_TASK BRIEF:_
The output should consist solely of the line containing "Quick job: Build" and all lines after it through the final line of the entries below, reproduced exactly.

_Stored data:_
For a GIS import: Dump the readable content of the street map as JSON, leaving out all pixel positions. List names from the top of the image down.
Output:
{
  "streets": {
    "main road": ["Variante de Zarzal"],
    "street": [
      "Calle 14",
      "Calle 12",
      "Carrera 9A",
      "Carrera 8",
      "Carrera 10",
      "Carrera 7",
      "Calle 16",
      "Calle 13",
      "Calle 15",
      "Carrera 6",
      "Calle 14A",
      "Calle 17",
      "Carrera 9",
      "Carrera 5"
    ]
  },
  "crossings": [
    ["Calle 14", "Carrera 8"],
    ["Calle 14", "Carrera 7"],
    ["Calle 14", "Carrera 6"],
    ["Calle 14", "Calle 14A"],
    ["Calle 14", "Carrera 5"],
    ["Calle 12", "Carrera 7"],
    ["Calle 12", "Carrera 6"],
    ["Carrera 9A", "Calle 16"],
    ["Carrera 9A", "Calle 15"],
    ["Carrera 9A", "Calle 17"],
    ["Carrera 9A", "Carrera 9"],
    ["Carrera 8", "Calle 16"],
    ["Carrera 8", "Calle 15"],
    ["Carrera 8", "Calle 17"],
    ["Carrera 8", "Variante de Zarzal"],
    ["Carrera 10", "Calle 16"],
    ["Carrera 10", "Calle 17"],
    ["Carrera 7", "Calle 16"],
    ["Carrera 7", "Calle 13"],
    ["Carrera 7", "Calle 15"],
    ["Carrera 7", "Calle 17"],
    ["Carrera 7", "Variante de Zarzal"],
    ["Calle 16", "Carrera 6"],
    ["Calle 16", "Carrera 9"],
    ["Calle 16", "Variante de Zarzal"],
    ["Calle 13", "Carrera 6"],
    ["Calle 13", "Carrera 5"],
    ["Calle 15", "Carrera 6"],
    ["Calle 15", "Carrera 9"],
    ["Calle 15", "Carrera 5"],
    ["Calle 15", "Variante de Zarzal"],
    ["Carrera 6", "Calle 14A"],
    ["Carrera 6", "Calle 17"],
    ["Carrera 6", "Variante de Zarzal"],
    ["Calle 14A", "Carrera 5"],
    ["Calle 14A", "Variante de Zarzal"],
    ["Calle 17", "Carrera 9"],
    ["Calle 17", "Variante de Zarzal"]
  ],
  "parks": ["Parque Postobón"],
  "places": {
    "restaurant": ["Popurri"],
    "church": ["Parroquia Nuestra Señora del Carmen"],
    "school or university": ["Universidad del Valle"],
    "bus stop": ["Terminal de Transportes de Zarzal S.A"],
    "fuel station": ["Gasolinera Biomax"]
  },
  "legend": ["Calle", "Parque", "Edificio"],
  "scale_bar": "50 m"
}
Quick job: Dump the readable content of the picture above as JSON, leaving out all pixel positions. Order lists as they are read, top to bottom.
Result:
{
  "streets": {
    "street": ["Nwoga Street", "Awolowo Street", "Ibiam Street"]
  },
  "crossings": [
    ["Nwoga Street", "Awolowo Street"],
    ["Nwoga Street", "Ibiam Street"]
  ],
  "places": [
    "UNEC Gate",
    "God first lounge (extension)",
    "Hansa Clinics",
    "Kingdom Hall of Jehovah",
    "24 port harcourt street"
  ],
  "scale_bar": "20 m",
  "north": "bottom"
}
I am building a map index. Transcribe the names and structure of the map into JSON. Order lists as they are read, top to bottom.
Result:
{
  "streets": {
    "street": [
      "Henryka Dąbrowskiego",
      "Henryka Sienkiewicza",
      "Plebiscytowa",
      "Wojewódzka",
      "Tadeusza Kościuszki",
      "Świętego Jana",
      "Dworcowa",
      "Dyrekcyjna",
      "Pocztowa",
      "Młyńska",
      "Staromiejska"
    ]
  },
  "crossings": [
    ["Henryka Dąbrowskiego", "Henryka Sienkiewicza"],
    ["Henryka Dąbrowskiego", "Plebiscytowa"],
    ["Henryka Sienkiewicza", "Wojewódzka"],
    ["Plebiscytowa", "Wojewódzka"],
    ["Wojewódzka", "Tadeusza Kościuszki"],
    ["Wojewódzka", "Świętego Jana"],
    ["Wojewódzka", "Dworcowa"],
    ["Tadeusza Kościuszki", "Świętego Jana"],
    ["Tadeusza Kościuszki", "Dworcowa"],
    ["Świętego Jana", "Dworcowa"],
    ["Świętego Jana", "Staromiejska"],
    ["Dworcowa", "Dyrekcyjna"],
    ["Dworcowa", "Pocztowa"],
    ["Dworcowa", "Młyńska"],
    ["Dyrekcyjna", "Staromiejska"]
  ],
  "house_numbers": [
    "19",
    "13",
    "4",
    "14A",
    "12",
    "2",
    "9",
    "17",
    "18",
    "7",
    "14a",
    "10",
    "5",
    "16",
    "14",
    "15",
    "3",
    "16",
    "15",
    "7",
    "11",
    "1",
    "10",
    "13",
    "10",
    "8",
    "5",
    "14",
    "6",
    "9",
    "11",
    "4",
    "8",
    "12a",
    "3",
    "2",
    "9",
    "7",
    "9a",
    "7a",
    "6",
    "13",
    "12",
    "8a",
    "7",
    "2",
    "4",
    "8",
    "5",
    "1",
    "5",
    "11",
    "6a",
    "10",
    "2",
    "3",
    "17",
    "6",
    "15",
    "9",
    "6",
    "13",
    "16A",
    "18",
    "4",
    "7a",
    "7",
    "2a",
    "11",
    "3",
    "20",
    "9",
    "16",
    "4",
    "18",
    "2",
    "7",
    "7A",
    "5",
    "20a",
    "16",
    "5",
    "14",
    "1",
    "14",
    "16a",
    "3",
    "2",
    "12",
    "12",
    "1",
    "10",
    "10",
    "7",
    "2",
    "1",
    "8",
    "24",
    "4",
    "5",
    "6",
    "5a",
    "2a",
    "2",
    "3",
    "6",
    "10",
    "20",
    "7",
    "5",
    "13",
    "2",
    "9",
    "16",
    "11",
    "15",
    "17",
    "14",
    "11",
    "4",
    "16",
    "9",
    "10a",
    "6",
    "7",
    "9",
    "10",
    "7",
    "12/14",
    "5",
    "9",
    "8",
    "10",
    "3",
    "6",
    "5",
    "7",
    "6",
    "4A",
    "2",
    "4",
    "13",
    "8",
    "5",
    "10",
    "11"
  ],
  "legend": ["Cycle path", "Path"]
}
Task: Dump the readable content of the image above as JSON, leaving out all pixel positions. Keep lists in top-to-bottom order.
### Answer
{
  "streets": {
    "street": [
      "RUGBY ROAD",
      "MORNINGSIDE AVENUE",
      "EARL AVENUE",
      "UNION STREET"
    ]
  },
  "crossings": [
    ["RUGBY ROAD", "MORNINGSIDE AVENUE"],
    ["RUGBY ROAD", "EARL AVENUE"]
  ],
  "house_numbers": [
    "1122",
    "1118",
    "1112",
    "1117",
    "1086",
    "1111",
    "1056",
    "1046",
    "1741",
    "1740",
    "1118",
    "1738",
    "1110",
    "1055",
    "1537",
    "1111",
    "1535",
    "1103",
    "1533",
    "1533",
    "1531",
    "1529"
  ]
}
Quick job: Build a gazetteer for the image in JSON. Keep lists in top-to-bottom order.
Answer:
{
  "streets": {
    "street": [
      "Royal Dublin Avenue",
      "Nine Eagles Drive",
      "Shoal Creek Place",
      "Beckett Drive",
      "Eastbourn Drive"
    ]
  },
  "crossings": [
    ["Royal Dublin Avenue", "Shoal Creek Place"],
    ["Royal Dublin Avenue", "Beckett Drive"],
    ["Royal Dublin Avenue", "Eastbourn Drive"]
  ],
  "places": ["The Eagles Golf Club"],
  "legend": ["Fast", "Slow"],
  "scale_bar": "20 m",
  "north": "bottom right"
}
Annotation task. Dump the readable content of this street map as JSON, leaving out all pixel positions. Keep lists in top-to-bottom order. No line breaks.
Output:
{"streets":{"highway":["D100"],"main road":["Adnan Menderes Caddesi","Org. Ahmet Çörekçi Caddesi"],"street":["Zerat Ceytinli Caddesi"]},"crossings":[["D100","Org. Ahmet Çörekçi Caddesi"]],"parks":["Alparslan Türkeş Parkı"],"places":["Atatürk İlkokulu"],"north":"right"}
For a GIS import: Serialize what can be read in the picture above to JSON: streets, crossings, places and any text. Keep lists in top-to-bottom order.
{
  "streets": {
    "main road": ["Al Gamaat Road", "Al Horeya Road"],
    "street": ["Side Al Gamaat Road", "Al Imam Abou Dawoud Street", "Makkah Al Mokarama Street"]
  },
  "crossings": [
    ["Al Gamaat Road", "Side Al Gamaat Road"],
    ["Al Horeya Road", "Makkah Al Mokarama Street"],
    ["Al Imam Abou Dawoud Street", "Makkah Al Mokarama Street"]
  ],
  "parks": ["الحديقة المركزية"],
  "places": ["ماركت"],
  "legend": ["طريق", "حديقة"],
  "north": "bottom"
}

_RESPONSE FOR THIS EXERCISE:_
Quick job: Build a gazetteer for the image in JSON. Keep lists in top-to-bottom order.
Answer:
{
  "streets": {
    "street": [
      "Royal Dublin Avenue",
      "Nine Eagles Drive",
      "Shoal Creek Place",
      "Beckett Drive",
      "Eastbourn Drive"
    ]
  },
  "crossings": [
    ["Royal Dublin Avenue", "Shoal Creek Place"],
    ["Royal Dublin Avenue", "Beckett Drive"],
    ["Royal Dublin Avenue", "Eastbourn Drive"]
  ],
  "places": ["The Eagles Golf Club"],
  "legend": ["Fast", "Slow"],
  "scale_bar": "20 m",
  "north": "bottom right"
}
Annotation task. Dump the readable content of this street map as JSON, leaving out all pixel positions. Keep lists in top-to-bottom order. No line breaks.
Output:
{"streets":{"highway":["D100"],"main road":["Adnan Menderes Caddesi","Org. Ahmet Çörekçi Caddesi"],"street":["Zerat Ceytinli Caddesi"]},"crossings":[["D100","Org. Ahmet Çörekçi Caddesi"]],"parks":["Alparslan Türkeş Parkı"],"places":["Atatürk İlkokulu"],"north":"right"}
For a GIS import: Serialize what can be read in the picture above to JSON: streets, crossings, places and any text. Keep lists in top-to-bottom order.
{
  "streets": {
    "main road": ["Al Gamaat Road", "Al Horeya Road"],
    "street": ["Side Al Gamaat Road", "Al Imam Abou Dawoud Street", "Makkah Al Mokarama Street"]
  },
  "crossings": [
    ["Al Gamaat Road", "Side Al Gamaat Road"],
    ["Al Horeya Road", "Makkah Al Mokarama Street"],
    ["Al Imam Abou Dawoud Street", "Makkah Al Mokarama Street"]
  ],
  "parks": ["الحديقة المركزية"],
  "places": ["ماركت"],
  "legend": ["طريق", "حديقة"],
  "north": "bottom"
}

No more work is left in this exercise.